Winston Churchill had a problem.  He had to find a way to end a coal miners’ strike at the very time England was fighting for its survival against the Nazis.  Churchill summoned all his reasoning and oratorical powers and addressed the industry  leaders on October 31, 1942.

It’s a short speech and not remembered for any particular Churchillian flourish.  However, in the conclusion, Churchill said this:  We shall not fail, and then some day, when children ask: ‘What did you do to win this inheritance for us, and to make our name so respected among men?’ one will say: ‘I was a fighter pilot”; another will say: ‘I was in the Submarine Service’; another: ‘I marched with the Eighth Army’; a fourth will say: ‘None of you could have lived without the convoys and the Merchant Seamen’; and you in your turn will say, with equal pride and with equal right: ‘We cut the coal!’

My dad cut the coal.  After the bombing of Pearl Harbor, when the nation’s young men rushed to enlist to fight and Dad’s brothers Marion, John L. and Edwyn were accepted, Carl was turned away.  He had three children and a fourth on the way, he was a coal miner and the nation would be needing the coal, he was told.  “Go home and do your job.”

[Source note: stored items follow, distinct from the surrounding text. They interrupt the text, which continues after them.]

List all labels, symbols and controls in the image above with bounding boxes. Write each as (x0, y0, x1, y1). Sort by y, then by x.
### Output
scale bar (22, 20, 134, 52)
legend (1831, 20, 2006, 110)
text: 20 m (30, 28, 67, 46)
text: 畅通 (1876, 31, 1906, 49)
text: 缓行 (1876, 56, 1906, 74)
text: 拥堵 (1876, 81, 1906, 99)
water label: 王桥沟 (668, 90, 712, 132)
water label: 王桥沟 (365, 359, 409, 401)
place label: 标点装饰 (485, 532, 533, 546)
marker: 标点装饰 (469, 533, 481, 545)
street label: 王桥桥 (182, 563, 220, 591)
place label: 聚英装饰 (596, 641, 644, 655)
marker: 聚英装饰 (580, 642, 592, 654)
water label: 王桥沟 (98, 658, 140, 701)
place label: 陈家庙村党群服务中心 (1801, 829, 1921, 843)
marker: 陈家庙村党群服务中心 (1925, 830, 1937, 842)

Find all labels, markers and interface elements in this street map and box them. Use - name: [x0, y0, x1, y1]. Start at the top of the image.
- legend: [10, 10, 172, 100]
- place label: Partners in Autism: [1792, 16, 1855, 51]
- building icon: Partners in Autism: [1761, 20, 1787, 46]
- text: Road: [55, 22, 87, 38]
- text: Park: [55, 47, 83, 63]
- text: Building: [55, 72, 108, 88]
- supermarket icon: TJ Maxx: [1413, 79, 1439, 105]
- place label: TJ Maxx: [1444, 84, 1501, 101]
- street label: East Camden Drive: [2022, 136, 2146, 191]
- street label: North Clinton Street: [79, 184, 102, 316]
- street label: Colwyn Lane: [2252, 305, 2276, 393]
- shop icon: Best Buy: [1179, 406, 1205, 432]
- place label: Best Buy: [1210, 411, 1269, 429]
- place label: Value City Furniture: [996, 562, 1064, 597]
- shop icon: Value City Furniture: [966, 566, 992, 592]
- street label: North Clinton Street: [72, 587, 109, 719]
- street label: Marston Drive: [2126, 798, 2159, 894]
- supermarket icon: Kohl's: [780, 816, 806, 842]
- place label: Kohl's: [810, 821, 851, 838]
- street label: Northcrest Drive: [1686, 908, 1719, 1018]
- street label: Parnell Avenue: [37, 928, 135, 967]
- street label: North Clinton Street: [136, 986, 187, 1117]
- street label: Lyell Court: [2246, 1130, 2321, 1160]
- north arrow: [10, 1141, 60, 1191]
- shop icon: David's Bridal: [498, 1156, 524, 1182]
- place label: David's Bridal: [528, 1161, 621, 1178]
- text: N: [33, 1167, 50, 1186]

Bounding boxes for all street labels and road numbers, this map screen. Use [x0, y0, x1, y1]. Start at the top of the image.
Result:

Just outside the front door of the National World War II Museum in New Orleans, bricks on the sidewalk are dedicated to men and women who served this country  with valor during the Second World War.  I bought one for my dad.  It reads: “Carl J. McKeever.  He dug the coal that powered the ships.”

Someone has to stay behind and dig the coal, clean the toilets, and run the canteens.

Someone has to drive the trucks, staff the warehouses, run the garbage pickup, operate the laundries, and serve the coffee.  We thank God for these who are unable to “shelter in place,” as the expression goes, but get up each morning and risk their lives so that life may go on.

Someone has to grade those papers from students now enrolled in online classes.

Someone…like you.

Thank you.

Let us be faithful in whatever role God has given us.  And while we will sit and listen to others with their tales of glory and conquest, let us not think for one minute that our contributions mattered little.  After all, “it is the Lord Christ whom you serve” (Colossians 3:24).